Quali effetti ha il Covid-19 sul cuore? Può causare problemi cardiaci?

Il Covid-19 colpisce il cuore in modo permanente? Questa è la domanda che molti scienziati si sono posti sin dall'inizio dell'epidemia.

Quali sono gli effetti del Covid-19 sul cuore?
Quali sono gli effetti del Covid-19 sul cuore?

Il coronavirus colpisce il cuore in modo permanente? Questa è la domanda che molti scienziati si sono posti dall’inizio dell’epidemia. Perché anche quando l’infezione è scomparsa, molti pazienti continuano a manifestare sintomi come dolore al petto, estrema stanchezza o mancanza di respiro.

Problemi cardiaci a lungo termine

I ricercatori hanno già scoperto che il coronavirus attacca il cervello, i polmoni ma anche il cuore e i vasi sanguigni. Questo perché alcuni pazienti avevano livelli anormalmente elevati di coaguli di sangue, che possono causare infarti e ictus.

“Abbiamo capito subito che la coagulazione ha svolto un ruolo importante”, ha affermato Jeffrey Berger, direttore del Centro per la prevenzione delle malattie cardiovascolari presso la NYU Langone Health.

Fortunatamente, i medici lo hanno capito presto perché l’uso di anticoagulanti ha ridotto il rischio di morte.
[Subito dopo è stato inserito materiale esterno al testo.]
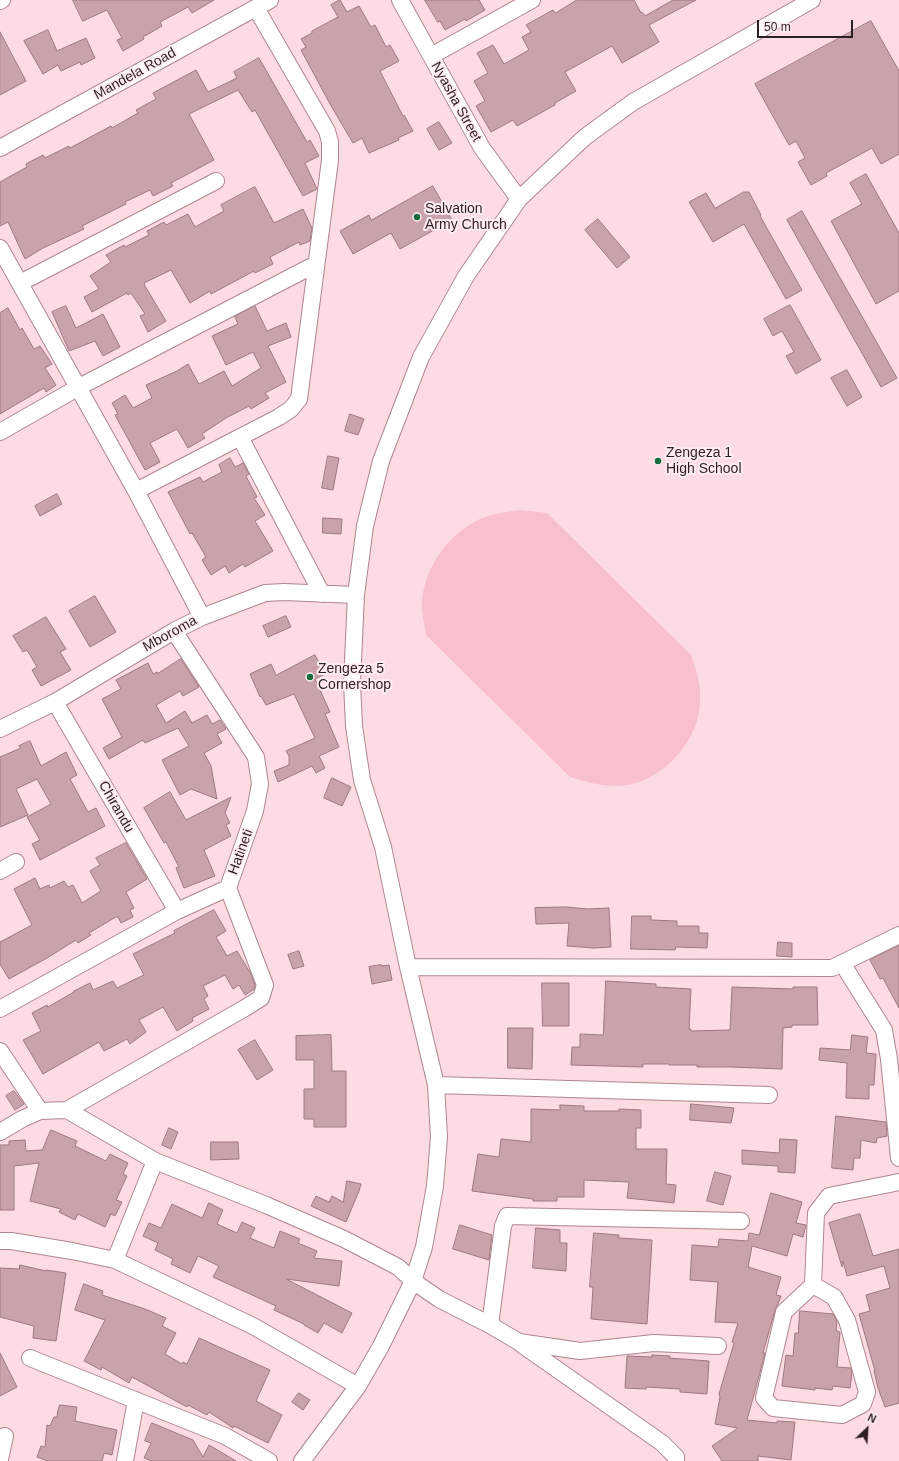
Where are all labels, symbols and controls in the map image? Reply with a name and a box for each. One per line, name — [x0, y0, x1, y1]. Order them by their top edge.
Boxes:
scale bar — [759, 12, 855, 38]
text: 50 m — [764, 20, 791, 34]
street label: Mandela Road — [91, 45, 179, 103]
street label: Nyasha Street — [427, 59, 485, 145]
place label: Salvation Army Church — [425, 201, 507, 234]
marker: Salvation Army Church — [412, 212, 422, 222]
place label: Zengeza 1 High School — [666, 445, 741, 478]
marker: Zengeza 1 High School — [653, 456, 663, 466]
street label: Mboroma — [140, 612, 200, 656]
place label: Zengeza 5 Cornershop — [318, 661, 391, 694]
marker: Zengeza 5 Cornershop — [305, 672, 315, 682]
street label: Chirandu — [95, 778, 137, 836]
street label: Hatineti — [225, 827, 257, 877]
north arrow — [847, 1409, 887, 1449]
text: N — [866, 1411, 878, 1425]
Ma se le conseguenze dannose del virus non sono più da dimostrare a breve termine, di fronte al prolungamento di certi sintomi, hanno dovuto fare i conti con i fatti: i problemi cardiovascolari causati dal virus possono estendersi oltre la guarigione. E questo anche nel caso dei pazienti asintomatici.
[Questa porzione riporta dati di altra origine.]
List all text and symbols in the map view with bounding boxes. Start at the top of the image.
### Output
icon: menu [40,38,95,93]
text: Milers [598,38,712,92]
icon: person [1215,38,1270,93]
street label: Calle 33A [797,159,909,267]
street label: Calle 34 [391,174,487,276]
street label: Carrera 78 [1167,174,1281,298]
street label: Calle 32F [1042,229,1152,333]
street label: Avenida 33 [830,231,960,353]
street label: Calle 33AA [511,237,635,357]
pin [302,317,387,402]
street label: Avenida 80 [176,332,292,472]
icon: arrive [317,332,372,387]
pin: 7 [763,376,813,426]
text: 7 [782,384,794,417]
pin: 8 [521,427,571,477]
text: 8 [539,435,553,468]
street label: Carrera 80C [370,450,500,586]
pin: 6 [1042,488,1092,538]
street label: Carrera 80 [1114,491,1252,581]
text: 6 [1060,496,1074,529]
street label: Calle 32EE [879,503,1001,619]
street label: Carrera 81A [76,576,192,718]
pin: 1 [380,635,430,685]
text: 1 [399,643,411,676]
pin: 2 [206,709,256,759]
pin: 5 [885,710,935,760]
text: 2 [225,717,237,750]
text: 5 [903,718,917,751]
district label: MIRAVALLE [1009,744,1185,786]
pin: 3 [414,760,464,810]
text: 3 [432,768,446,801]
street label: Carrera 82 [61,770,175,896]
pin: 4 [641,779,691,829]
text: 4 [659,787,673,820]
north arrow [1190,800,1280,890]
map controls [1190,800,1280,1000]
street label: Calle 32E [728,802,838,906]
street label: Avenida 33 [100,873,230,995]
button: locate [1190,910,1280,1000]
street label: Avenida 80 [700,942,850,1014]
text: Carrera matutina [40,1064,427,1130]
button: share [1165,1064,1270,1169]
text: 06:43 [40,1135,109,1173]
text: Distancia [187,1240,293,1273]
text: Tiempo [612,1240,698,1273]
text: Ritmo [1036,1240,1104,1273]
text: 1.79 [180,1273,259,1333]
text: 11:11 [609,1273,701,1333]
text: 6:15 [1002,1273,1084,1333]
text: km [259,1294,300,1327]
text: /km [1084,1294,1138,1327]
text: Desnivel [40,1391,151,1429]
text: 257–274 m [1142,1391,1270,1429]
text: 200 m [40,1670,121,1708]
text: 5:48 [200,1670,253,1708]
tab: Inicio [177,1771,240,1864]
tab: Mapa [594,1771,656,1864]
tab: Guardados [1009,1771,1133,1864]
Quali effetti del Covid-19 sul cuore?

La scienza non ha ancora tutte le risposte sull’origine della perseveranza di questi problemi cardiaci e quindi su come trattarli. Ma secondo alcuni studi, come quello pubblicato sulla rivista Science Advances lo scorso settembre, il virus riuscirebbe a entrare nei megacariociti, cioè le cellule del midollo osseo che producono le piastrine.

Una volta infettate, le cellule alterano il materiale genetico delle piastrine, provocando un aumento dell’attività delle piastrine, infiammando le pareti dei vasi sanguigni. Questo può portare alla formazione di coaguli di sangue nei vasi sanguigni e alla diffusione al resto del corpo.

Quali trattamenti?

Persistono molte domande sulle conseguenze a lungo termine del coronavirus ma a quasi due anni dall’inizio della pandemia, i ricercatori hanno compreso sempre più i suoi meccanismi e sperano di trovare presto trattamenti in grado di ridurre la gravità dei suoi sintomi, soprattutto per quanto riguarda i problemi cardiovascolari.